▶ _Aim of the exercise_
Give back exactly the lines from the one that holds "Annotate this screen: name" through the final line of the data; omit the pictures and add nothing.
[Opening Source data section]
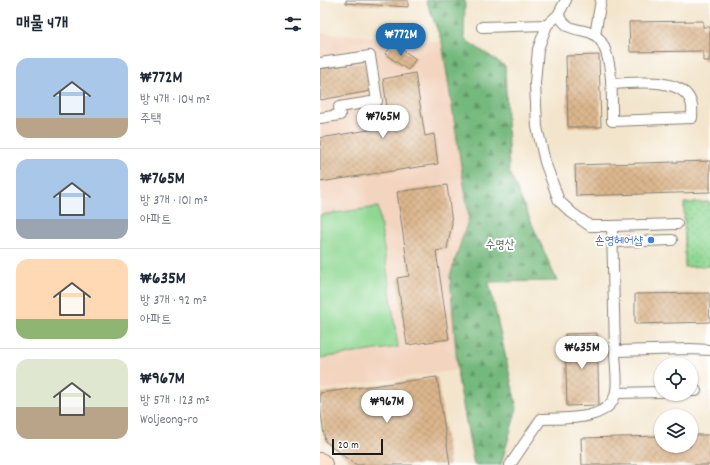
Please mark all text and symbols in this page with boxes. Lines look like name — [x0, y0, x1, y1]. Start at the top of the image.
text: 매물 4개 — [16, 13, 68, 37]
icon: filters — [282, 13, 304, 35]
pin: ₩772M — [373, 23, 429, 57]
text: ₩772M — [385, 26, 417, 45]
text: ₩772M — [140, 67, 182, 91]
icon: home — [48, 74, 96, 122]
text: 방 4개 · 104 m² — [140, 91, 210, 110]
pin: ₩765M — [355, 105, 411, 139]
text: ₩765M — [366, 108, 400, 127]
text: 주택 — [140, 110, 161, 129]
text: ₩765M — [140, 168, 185, 192]
icon: home — [48, 175, 96, 223]
text: 방 3개 · 101 m² — [140, 192, 208, 211]
text: 아파트 — [140, 211, 171, 230]
place label: 손영헤어샵 — [595, 233, 643, 250]
marker: 손영헤어샵 — [646, 235, 656, 245]
park label: 수명산 — [486, 237, 515, 254]
text: ₩635M — [140, 268, 186, 292]
icon: home — [48, 275, 96, 323]
text: 방 3개 · 92 m² — [140, 292, 207, 311]
text: 아파트 — [140, 311, 171, 330]
pin: ₩635M — [554, 336, 610, 370]
text: ₩635M — [565, 339, 600, 358]
map controls — [654, 357, 698, 453]
button: locate — [654, 357, 698, 401]
text: ₩967M — [140, 368, 185, 392]
icon: home — [48, 375, 96, 423]
pin: ₩967M — [359, 390, 415, 424]
text: 방 5개 · 123 m² — [140, 392, 210, 411]
text: ₩967M — [370, 393, 404, 412]
button: layers — [654, 409, 698, 453]
text: Woljeong-ro — [140, 411, 198, 430]
scale bar — [332, 437, 383, 456]
text: 20 m — [338, 438, 359, 454]

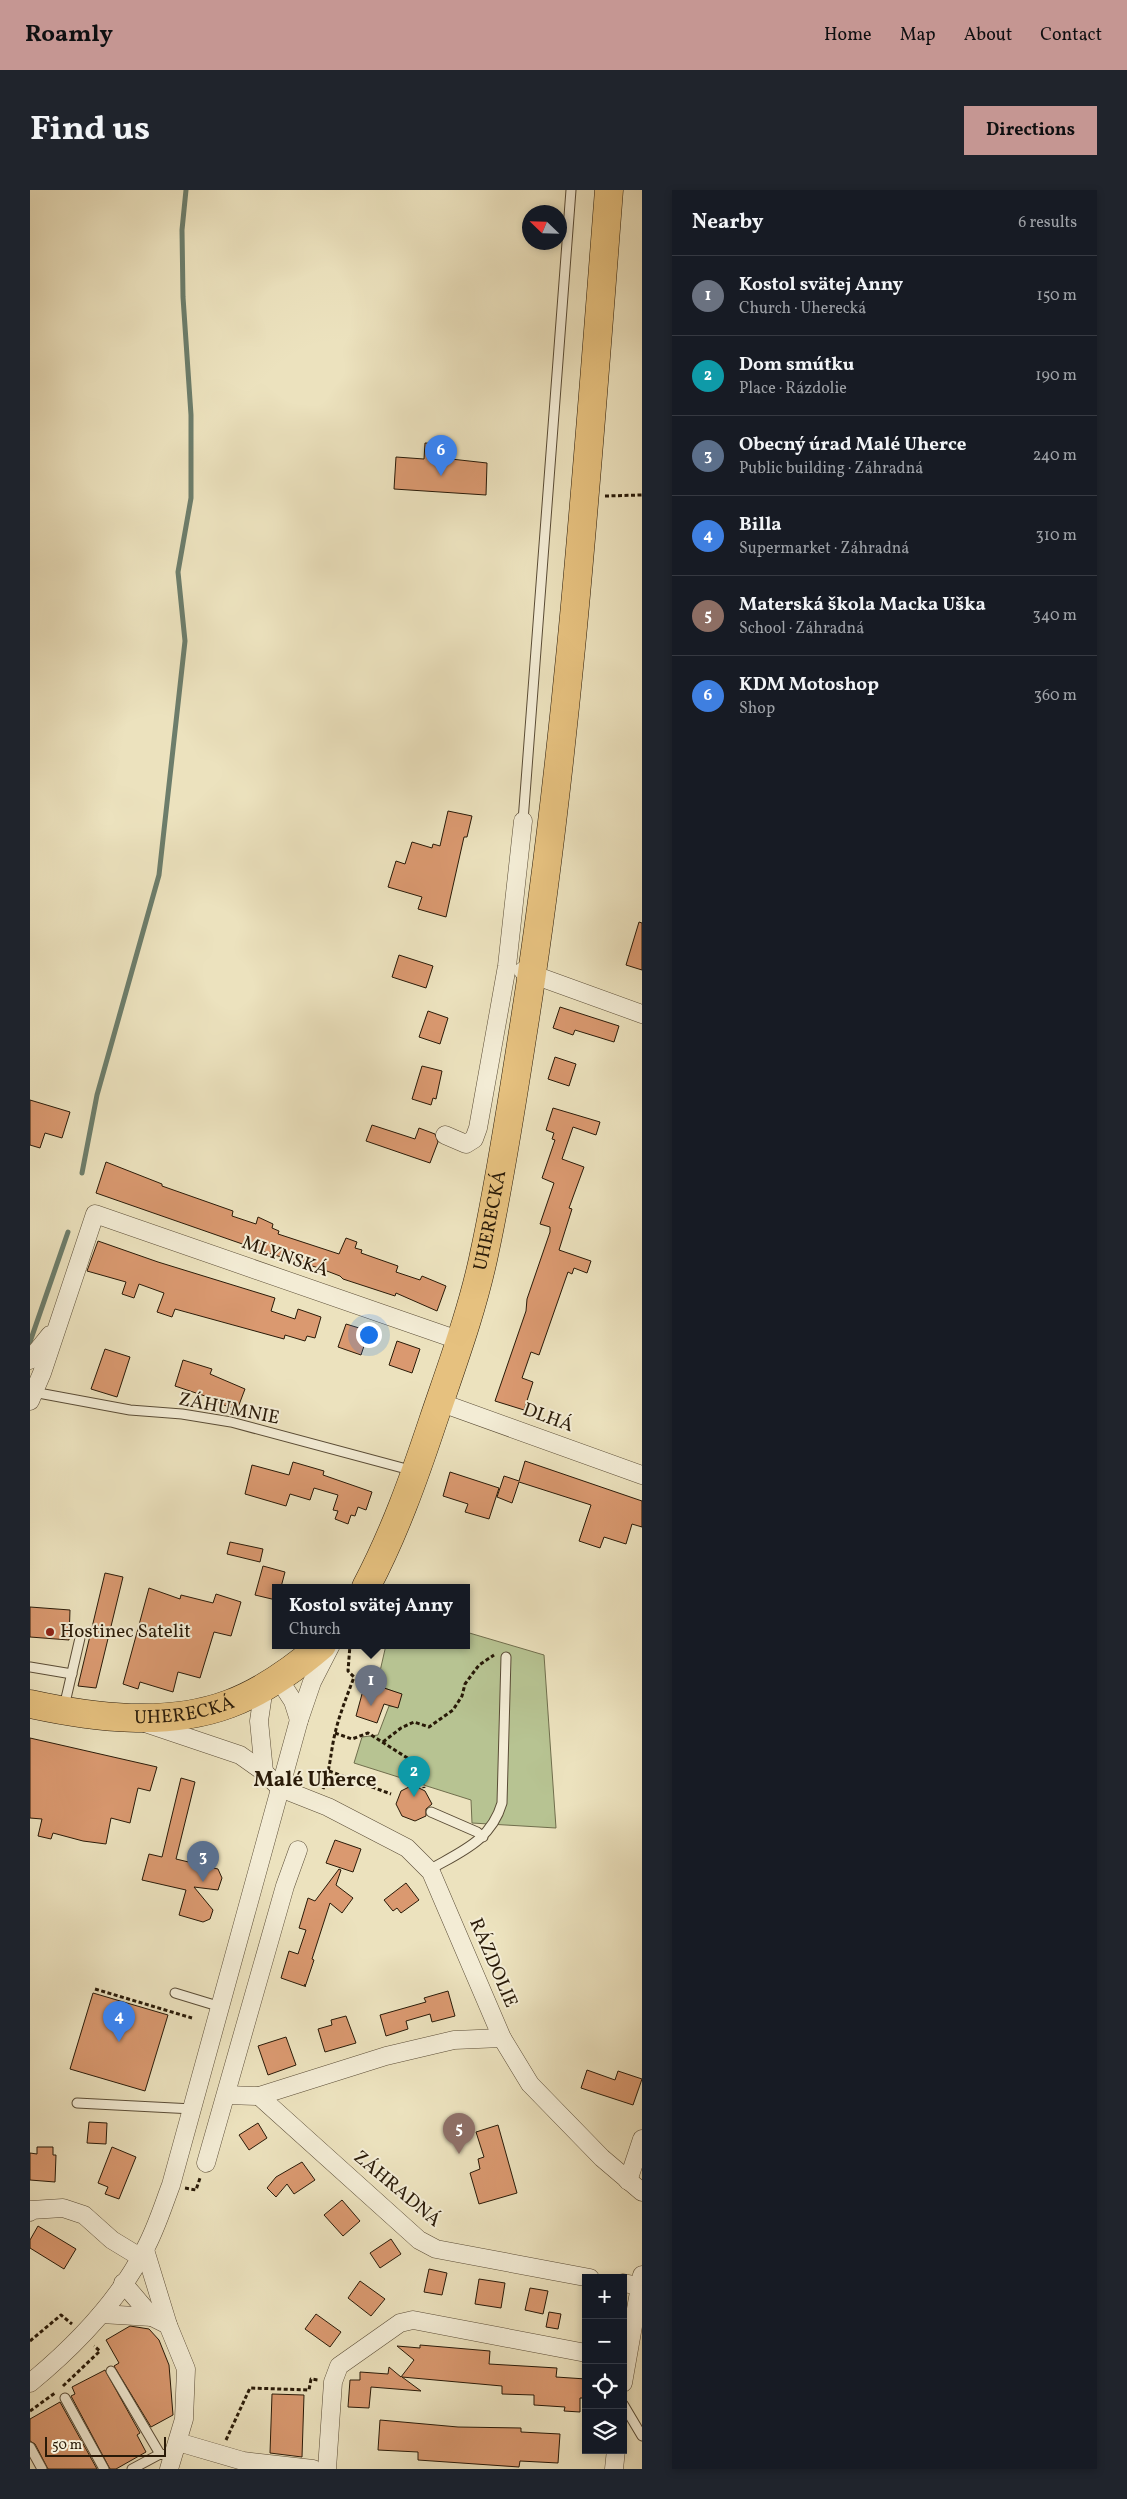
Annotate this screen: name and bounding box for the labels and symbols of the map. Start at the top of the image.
north arrow [522,205,567,250]
pin: 6 [425,435,457,476]
street label: UHERECKÁ [468,1168,513,1273]
street label: MLYNSKÁ [238,1230,332,1284]
your location [356,1322,382,1348]
street label: ZÁHUMNIE [176,1386,282,1432]
street label: DLHÁ [519,1397,577,1439]
place label: Hostinec Satelit [60,1619,191,1645]
marker: Hostinec Satelit [44,1626,56,1638]
pin: 1 [355,1665,387,1706]
street label: UHERECKÁ [134,1690,238,1731]
pin: 2 [398,1756,430,1797]
district label: Malé Uherce [254,1766,376,1795]
pin: 3 [187,1841,219,1882]
street label: RÁZDOLIE [462,1914,524,2012]
pin: 4 [103,2001,135,2042]
pin: 5 [443,2113,475,2154]
street label: ZÁHRADNÁ [348,2145,446,2233]
scale bar [45,2434,166,2457]

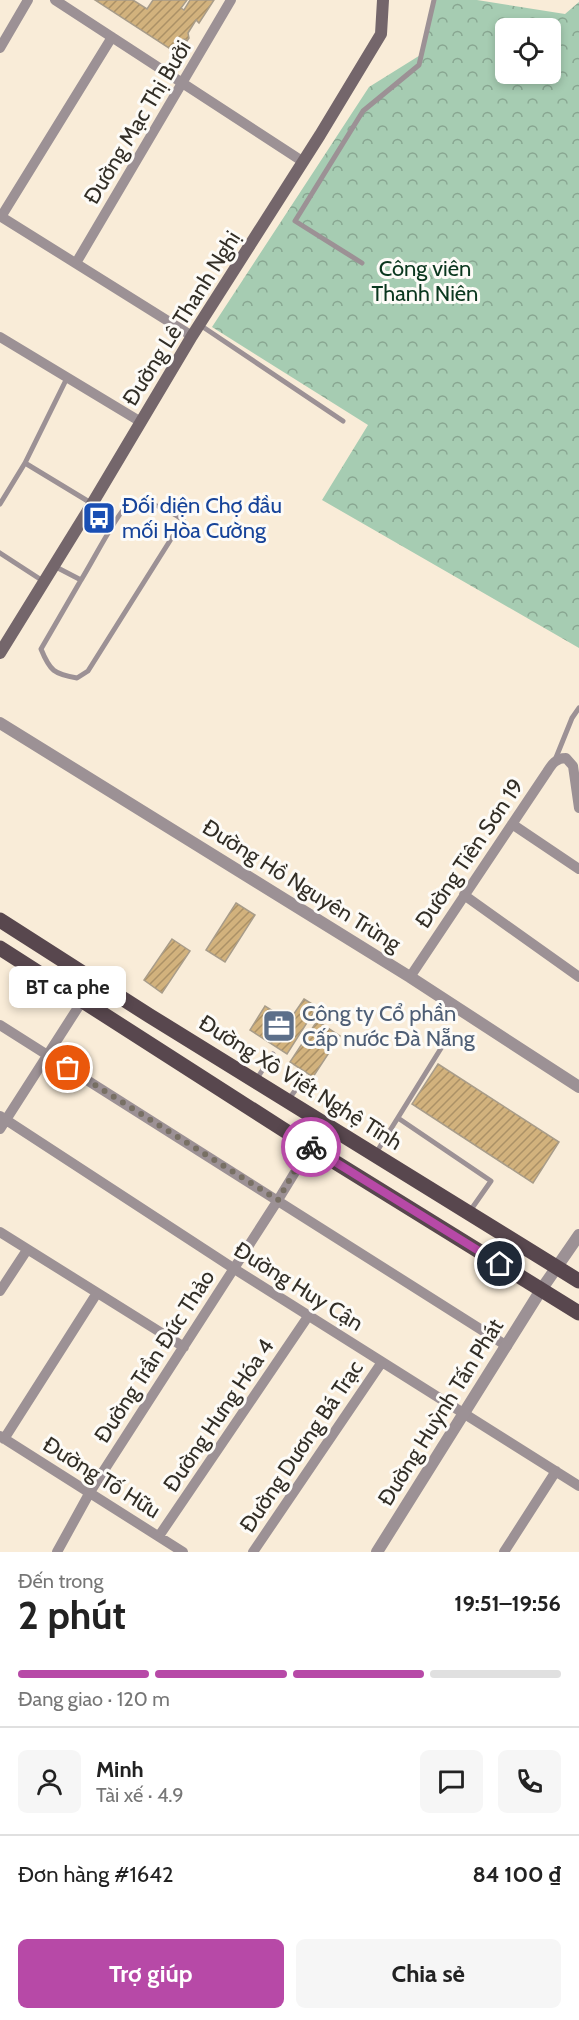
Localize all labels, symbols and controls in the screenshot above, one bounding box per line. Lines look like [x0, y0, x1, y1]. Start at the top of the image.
[Closing Source data section]
▶ _Reply_
Annotate this screen: name and bounding box for the labels and symbols of the map. Start at the top of the image.
north arrow [522,205,567,250]
pin: 6 [425,435,457,476]
street label: UHERECKÁ [468,1168,513,1273]
street label: MLYNSKÁ [238,1230,332,1284]
your location [356,1322,382,1348]
street label: ZÁHUMNIE [176,1386,282,1432]
street label: DLHÁ [519,1397,577,1439]
place label: Hostinec Satelit [60,1619,191,1645]
marker: Hostinec Satelit [44,1626,56,1638]
pin: 1 [355,1665,387,1706]
street label: UHERECKÁ [134,1690,238,1731]
pin: 2 [398,1756,430,1797]
district label: Malé Uherce [254,1766,376,1795]
pin: 3 [187,1841,219,1882]
street label: RÁZDOLIE [462,1914,524,2012]
pin: 4 [103,2001,135,2042]
pin: 5 [443,2113,475,2154]
street label: ZÁHRADNÁ [348,2145,446,2233]
scale bar [45,2434,166,2457]

Localize all labels, symbols and controls in the screenshot above, one bounding box per line. Lines look like [x0, y0, x1, y1]. Start at the top of the image.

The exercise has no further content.